Output the records exactly as they appear, with no pictures included.

___

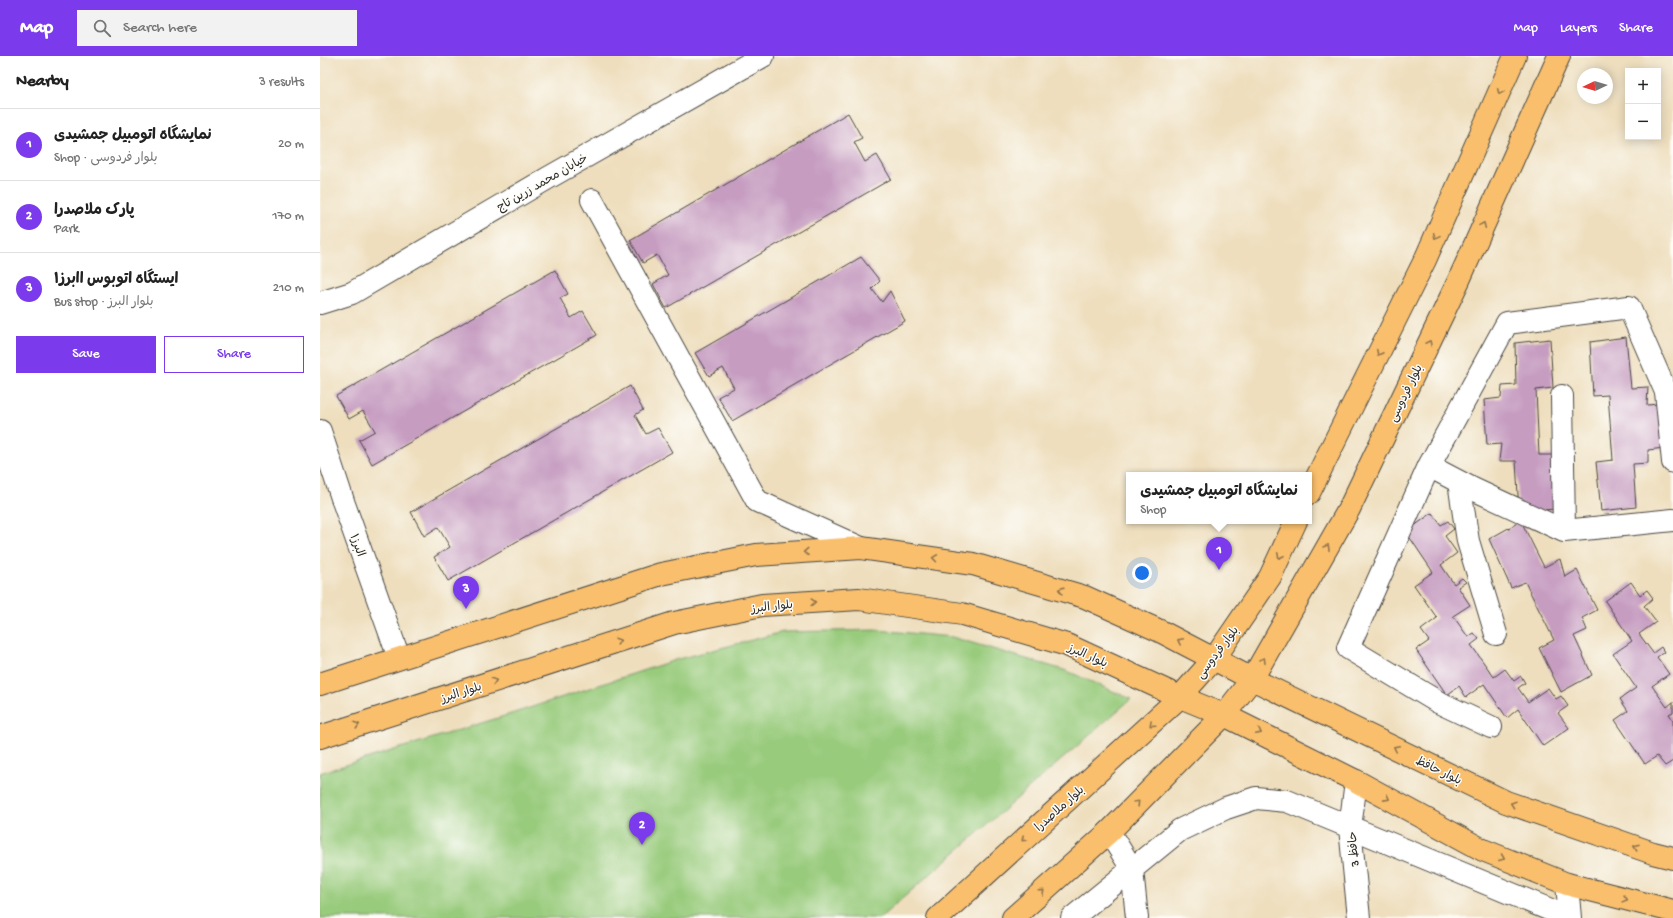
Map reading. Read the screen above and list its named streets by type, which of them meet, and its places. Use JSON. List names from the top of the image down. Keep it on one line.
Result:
{"streets":{"main road":["بلوار فردوسی","بلوار البرز","بلوار حافظ","بلوار ملاصدرا"],"street":["خیابان محمد زرین تاج","البرز۱","حافظ 3"]},"crossings":[["بلوار فردوسی","بلوار البرز"],["بلوار فردوسی","بلوار حافظ"],["بلوار فردوسی","بلوار ملاصدرا"],["بلوار البرز","بلوار ملاصدرا"]],"north":"left","page":{"header":"Map","search":"Search here","nav":["Map","Layers","Share"],"heading":["Nearby","3 results"],"map_buttons":["+","−"],"list":[{"mark":"1","name":"نمایشگاه اتومبیل جمشیدی","note":"Shop · بلوار فردوسی","value":"20 m"},{"mark":"2","name":"پارک ملاصدرا","note":"Park","value":"170 m"},{"mark":"3","name":"ایستگاه اتوبوس اابرز۱","note":"Bus stop · بلوار البرز","value":"210 m"}],"buttons":["Save","Share"],"popup":["نمایشگاه اتومبیل جمشیدی","Shop"],"pins":["1","3","2"]}}
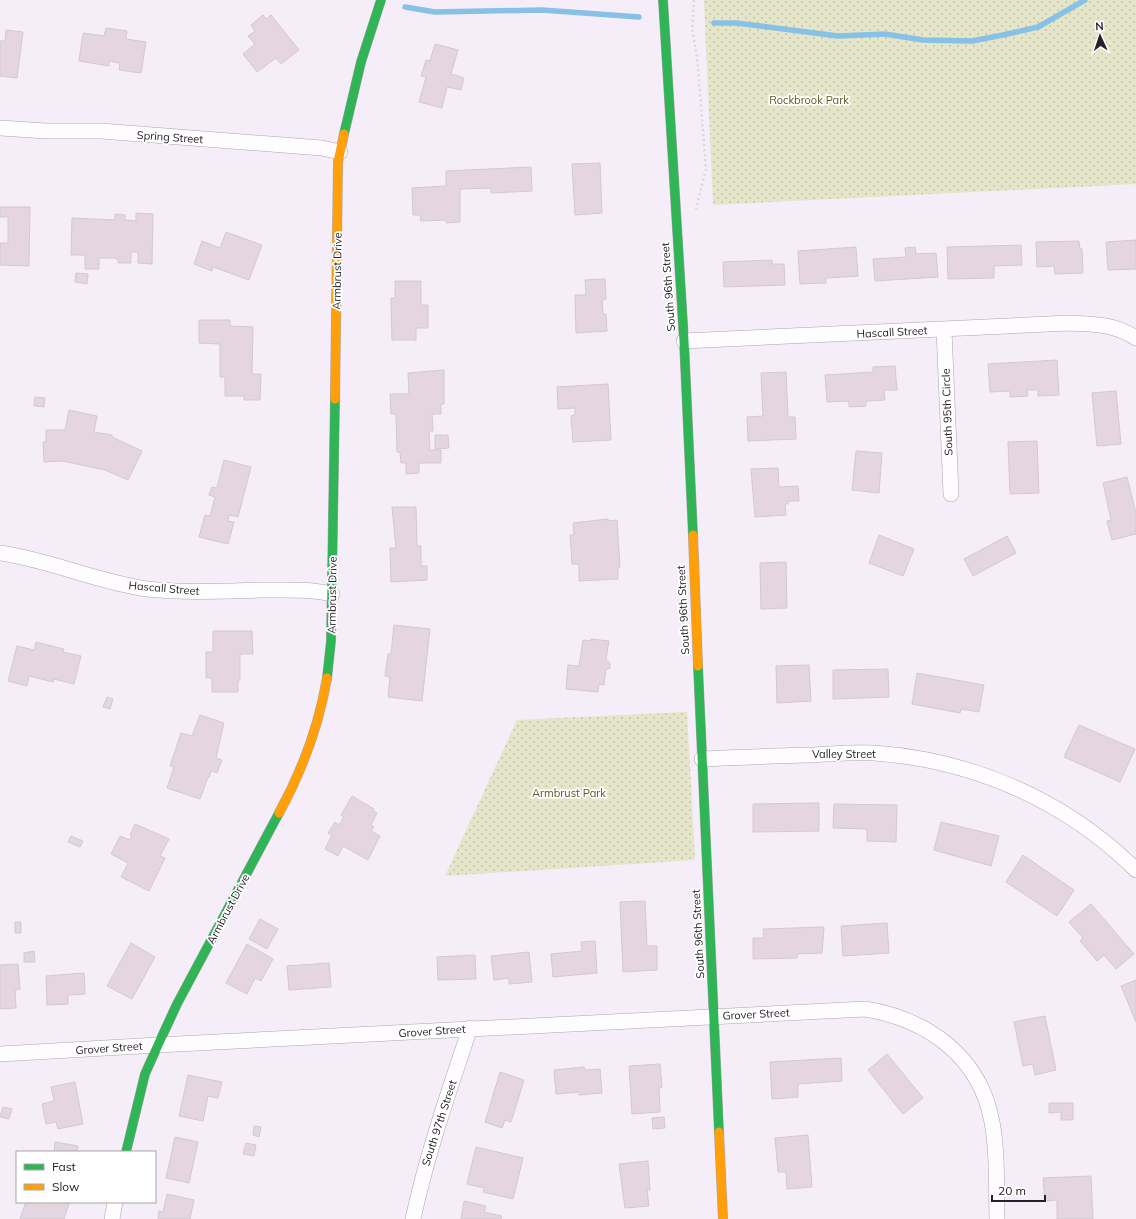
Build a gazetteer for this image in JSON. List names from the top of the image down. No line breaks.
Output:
{"streets":{"street":["Spring Street","Armbrust Drive","South 96th Street","Hascall Street","South 95th Circle","Valley Street","Grover Street","South 97th Street"]},"crossings":[["Spring Street","Armbrust Drive"],["Armbrust Drive","Hascall Street"],["Armbrust Drive","Grover Street"],["South 96th Street","Hascall Street"],["South 96th Street","Valley Street"],["South 96th Street","Grover Street"],["Hascall Street","South 95th Circle"],["Grover Street","South 97th Street"]],"parks":["Rockbrook Park","Armbrust Park"],"legend":["Fast","Slow"],"scale_bar":"20 m","north":"top"}
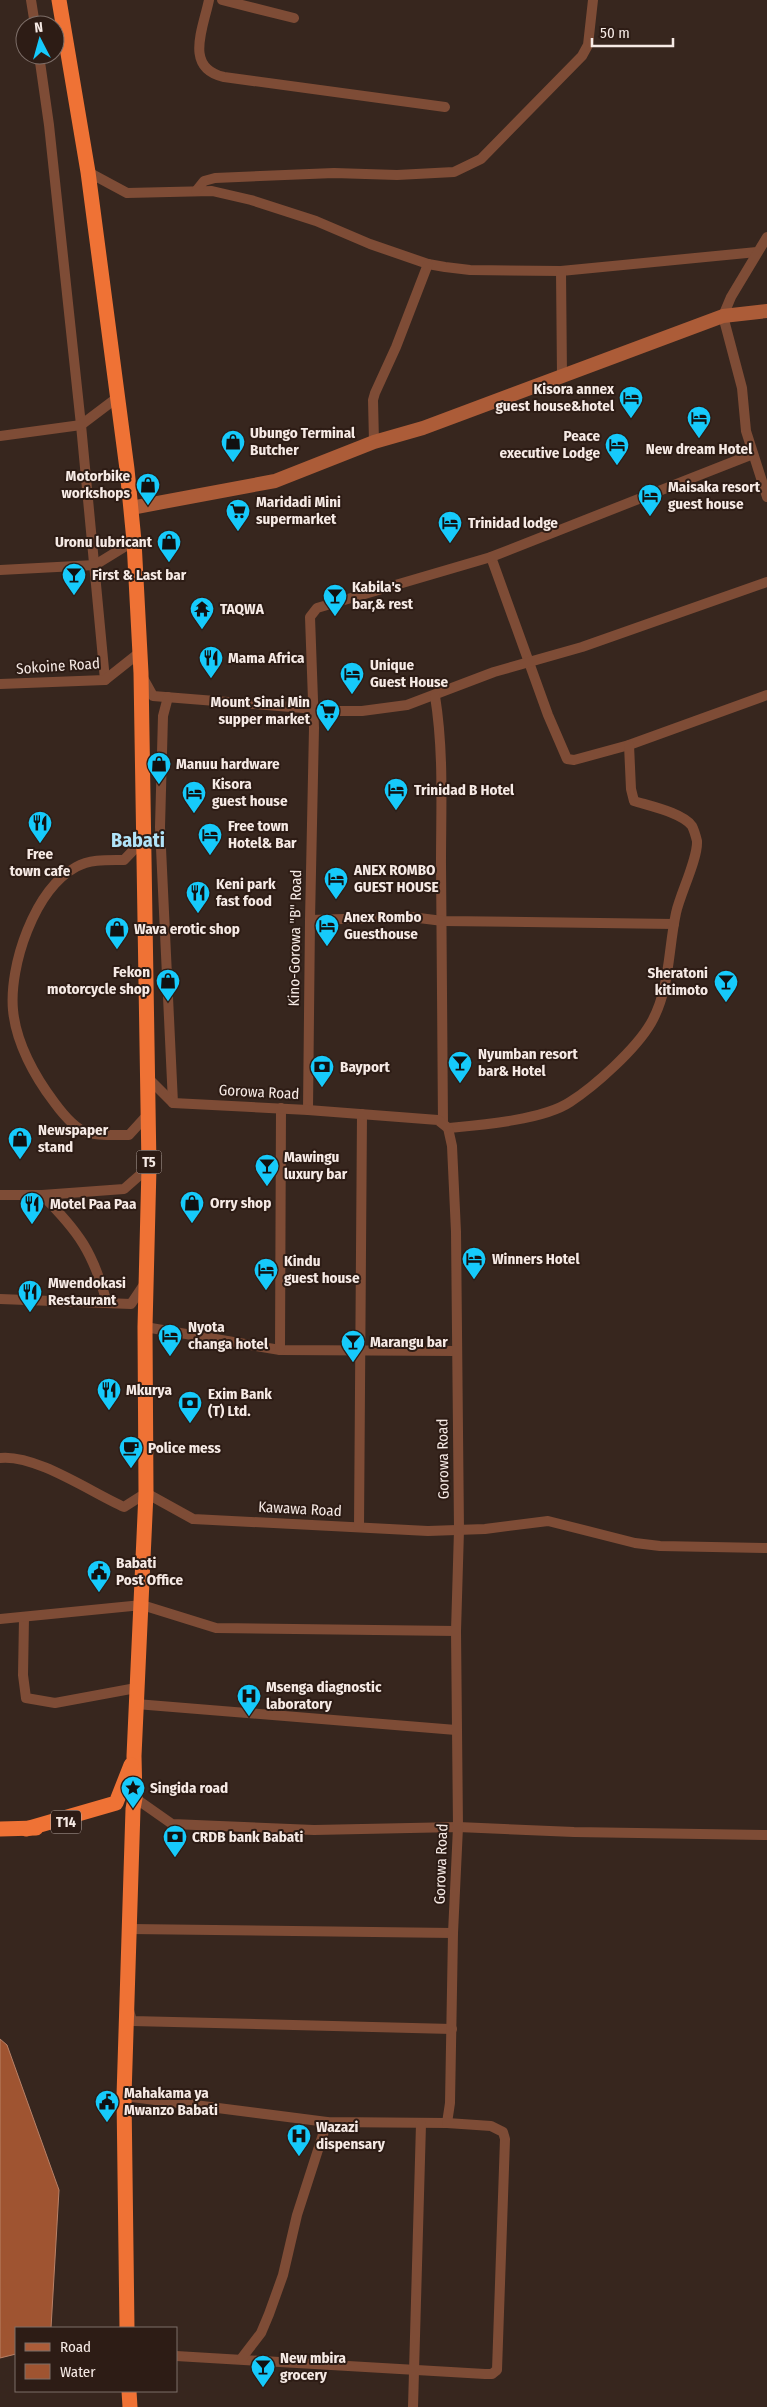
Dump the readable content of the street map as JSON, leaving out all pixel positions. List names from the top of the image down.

___

▸ **SOLUTION FOR THIS EXERCISE**
Map reading. Read the screen above and list its named streets by type, which of them meet, and its places. Use JSON. List names from the top of the image down. Keep it on one line.
Result:
{"streets":{"main road":["بلوار فردوسی","بلوار البرز","بلوار حافظ","بلوار ملاصدرا"],"street":["خیابان محمد زرین تاج","البرز۱","حافظ 3"]},"crossings":[["بلوار فردوسی","بلوار البرز"],["بلوار فردوسی","بلوار حافظ"],["بلوار فردوسی","بلوار ملاصدرا"],["بلوار البرز","بلوار ملاصدرا"]],"north":"left","page":{"header":"Map","search":"Search here","nav":["Map","Layers","Share"],"heading":["Nearby","3 results"],"map_buttons":["+","−"],"list":[{"mark":"1","name":"نمایشگاه اتومبیل جمشیدی","note":"Shop · بلوار فردوسی","value":"20 m"},{"mark":"2","name":"پارک ملاصدرا","note":"Park","value":"170 m"},{"mark":"3","name":"ایستگاه اتوبوس اابرز۱","note":"Bus stop · بلوار البرز","value":"210 m"}],"buttons":["Save","Share"],"popup":["نمایشگاه اتومبیل جمشیدی","Shop"],"pins":["1","3","2"]}}
Build a gazetteer for this image in JSON. List names from the top of the image down. No line breaks.
Output:
{"streets":{"street":["Spring Street","Armbrust Drive","South 96th Street","Hascall Street","South 95th Circle","Valley Street","Grover Street","South 97th Street"]},"crossings":[["Spring Street","Armbrust Drive"],["Armbrust Drive","Hascall Street"],["Armbrust Drive","Grover Street"],["South 96th Street","Hascall Street"],["South 96th Street","Valley Street"],["South 96th Street","Grover Street"],["Hascall Street","South 95th Circle"],["Grover Street","South 97th Street"]],"parks":["Rockbrook Park","Armbrust Park"],"legend":["Fast","Slow"],"scale_bar":"20 m","north":"top"}
Dump the readable content of the street map as JSON, leaving out all pixel positions. List names from the top of the image down.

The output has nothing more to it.